Look in the material below for the line holding "margin:0; padding:0; list-style:none". Set it down exactly, with each later line up to and including the line holding "flex:none; width:44px; height:44px;".

━━━━━━━━━━━━━━━━━━━━

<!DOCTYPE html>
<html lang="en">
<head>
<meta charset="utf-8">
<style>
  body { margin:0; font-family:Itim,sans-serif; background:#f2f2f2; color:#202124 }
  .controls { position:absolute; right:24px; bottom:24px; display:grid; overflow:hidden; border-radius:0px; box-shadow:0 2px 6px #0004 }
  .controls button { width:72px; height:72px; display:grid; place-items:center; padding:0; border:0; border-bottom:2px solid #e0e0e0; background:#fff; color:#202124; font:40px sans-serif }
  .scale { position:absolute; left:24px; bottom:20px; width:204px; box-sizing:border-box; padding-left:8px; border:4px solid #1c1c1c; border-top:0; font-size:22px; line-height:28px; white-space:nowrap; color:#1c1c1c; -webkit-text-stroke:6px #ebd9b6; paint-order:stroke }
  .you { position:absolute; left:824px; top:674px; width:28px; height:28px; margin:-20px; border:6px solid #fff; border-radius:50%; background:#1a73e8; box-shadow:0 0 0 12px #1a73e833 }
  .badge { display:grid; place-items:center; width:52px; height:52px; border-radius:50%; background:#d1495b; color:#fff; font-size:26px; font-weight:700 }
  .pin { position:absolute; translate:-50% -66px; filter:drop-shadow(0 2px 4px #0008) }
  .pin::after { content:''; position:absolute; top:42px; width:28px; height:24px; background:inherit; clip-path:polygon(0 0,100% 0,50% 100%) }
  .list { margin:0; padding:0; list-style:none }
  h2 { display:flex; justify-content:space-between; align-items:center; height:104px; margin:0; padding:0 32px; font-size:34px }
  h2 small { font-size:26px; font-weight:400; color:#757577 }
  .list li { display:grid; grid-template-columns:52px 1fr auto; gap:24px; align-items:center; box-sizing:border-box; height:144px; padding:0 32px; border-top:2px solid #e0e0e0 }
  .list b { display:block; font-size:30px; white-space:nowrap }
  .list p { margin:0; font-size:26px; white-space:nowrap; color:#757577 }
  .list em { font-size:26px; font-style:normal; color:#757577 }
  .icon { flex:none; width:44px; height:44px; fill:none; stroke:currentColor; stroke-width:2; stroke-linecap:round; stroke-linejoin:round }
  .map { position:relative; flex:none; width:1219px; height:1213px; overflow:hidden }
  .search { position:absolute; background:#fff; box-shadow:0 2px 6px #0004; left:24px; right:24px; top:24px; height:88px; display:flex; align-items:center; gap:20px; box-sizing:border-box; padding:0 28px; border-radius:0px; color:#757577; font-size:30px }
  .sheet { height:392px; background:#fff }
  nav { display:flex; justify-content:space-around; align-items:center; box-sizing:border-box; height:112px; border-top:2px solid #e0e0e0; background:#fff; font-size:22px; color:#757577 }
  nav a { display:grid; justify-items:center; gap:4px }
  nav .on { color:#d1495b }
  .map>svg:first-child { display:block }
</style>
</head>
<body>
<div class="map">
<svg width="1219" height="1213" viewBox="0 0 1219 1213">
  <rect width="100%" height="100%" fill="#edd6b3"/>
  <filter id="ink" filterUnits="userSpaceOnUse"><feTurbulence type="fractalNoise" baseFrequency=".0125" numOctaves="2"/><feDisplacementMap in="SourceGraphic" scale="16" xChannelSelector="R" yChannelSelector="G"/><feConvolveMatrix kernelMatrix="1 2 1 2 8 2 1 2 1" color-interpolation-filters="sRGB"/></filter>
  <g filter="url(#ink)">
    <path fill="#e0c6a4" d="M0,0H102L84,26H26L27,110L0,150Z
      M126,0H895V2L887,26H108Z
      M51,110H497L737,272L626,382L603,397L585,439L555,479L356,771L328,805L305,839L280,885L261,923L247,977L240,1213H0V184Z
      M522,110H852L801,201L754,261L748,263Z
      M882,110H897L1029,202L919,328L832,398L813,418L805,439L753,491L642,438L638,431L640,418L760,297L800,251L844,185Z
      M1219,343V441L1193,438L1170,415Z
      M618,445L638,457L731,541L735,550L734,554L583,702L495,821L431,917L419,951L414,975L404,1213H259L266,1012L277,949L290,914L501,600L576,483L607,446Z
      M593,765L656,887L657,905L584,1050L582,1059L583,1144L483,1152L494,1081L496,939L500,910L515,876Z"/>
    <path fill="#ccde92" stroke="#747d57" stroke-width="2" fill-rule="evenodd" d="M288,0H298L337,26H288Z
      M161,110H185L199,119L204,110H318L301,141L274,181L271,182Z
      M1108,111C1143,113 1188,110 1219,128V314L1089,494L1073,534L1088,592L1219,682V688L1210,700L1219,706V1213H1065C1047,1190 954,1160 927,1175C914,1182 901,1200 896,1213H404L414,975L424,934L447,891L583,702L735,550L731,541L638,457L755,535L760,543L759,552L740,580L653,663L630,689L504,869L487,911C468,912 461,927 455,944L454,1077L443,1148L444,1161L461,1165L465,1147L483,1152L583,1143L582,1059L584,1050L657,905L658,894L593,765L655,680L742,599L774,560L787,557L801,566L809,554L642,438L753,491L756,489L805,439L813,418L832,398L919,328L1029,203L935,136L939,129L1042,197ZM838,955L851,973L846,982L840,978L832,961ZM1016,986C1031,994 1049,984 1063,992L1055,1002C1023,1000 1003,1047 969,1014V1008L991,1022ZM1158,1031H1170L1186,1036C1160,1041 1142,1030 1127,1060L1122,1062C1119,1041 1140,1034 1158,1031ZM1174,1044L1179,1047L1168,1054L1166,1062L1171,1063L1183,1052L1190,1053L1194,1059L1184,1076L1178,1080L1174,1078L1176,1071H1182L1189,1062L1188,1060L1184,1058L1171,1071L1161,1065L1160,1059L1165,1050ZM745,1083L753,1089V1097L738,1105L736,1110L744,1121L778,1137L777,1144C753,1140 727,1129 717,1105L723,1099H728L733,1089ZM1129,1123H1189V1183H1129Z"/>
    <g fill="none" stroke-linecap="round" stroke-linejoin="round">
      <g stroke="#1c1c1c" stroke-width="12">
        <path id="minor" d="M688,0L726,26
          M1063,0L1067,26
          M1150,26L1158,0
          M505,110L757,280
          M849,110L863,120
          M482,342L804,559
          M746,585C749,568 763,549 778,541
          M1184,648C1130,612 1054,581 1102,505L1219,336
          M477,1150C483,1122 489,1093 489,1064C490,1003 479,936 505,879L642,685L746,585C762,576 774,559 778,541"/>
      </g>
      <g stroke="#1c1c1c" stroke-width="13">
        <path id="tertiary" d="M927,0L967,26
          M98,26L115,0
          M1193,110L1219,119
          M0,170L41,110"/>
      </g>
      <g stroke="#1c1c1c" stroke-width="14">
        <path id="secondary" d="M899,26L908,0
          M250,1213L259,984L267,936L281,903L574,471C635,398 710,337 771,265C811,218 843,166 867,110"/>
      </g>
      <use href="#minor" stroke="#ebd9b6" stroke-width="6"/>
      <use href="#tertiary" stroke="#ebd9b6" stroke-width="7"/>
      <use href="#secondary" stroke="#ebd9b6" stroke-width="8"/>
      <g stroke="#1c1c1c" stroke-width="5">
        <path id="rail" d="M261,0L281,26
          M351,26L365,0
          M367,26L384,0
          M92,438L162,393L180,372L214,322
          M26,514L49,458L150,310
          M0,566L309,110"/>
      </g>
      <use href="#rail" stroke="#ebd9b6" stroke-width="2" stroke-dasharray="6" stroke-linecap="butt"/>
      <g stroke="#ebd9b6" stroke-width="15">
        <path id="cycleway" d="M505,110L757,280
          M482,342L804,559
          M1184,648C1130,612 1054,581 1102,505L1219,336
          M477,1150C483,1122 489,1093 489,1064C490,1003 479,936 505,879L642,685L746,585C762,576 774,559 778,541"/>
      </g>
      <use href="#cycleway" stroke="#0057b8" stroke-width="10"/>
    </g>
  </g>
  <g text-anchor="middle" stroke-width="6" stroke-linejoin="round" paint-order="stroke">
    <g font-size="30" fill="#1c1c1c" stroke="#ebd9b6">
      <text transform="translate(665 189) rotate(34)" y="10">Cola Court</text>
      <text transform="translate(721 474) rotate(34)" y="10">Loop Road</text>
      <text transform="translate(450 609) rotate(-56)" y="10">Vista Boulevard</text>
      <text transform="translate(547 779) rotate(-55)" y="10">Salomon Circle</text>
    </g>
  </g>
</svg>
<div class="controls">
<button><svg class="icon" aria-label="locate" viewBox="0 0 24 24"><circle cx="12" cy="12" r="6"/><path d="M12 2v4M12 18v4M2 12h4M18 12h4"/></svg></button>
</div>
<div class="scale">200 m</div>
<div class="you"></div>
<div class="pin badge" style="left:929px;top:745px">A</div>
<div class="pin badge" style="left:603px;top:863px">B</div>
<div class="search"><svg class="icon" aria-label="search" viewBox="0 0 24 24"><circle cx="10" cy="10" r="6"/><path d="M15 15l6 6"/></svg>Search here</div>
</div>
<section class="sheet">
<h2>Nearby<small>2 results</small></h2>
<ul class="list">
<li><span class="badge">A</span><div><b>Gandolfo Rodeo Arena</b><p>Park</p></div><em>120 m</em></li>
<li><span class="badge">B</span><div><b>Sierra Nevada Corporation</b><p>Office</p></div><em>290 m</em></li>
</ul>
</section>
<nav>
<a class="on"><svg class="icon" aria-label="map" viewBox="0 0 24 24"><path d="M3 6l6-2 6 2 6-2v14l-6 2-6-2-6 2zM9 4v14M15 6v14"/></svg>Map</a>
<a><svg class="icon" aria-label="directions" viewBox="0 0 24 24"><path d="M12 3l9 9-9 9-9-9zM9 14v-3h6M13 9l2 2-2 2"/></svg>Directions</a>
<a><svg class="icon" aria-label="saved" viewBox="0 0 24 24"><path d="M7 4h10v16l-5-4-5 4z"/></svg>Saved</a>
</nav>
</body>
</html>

━━━━━━━━━━━━━━━━━━━━

## RESULT FOR THIS EXERCISE
  .list { margin:0; padding:0; list-style:none }
  h2 { display:flex; justify-content:space-between; align-items:center; height:104px; margin:0; padding:0 32px; font-size:34px }
  h2 small { font-size:26px; font-weight:400; color:#757577 }
  .list li { display:grid; grid-template-columns:52px 1fr auto; gap:24px; align-items:center; box-sizing:border-box; height:144px; padding:0 32px; border-top:2px solid #e0e0e0 }
  .list b { display:block; font-size:30px; white-space:nowrap }
  .list p { margin:0; font-size:26px; white-space:nowrap; color:#757577 }
  .list em { font-size:26px; font-style:normal; color:#757577 }
  .icon { flex:none; width:44px; height:44px; fill:none; stroke:currentColor; stroke-width:2; stroke-linecap:round; stroke-linejoin:round }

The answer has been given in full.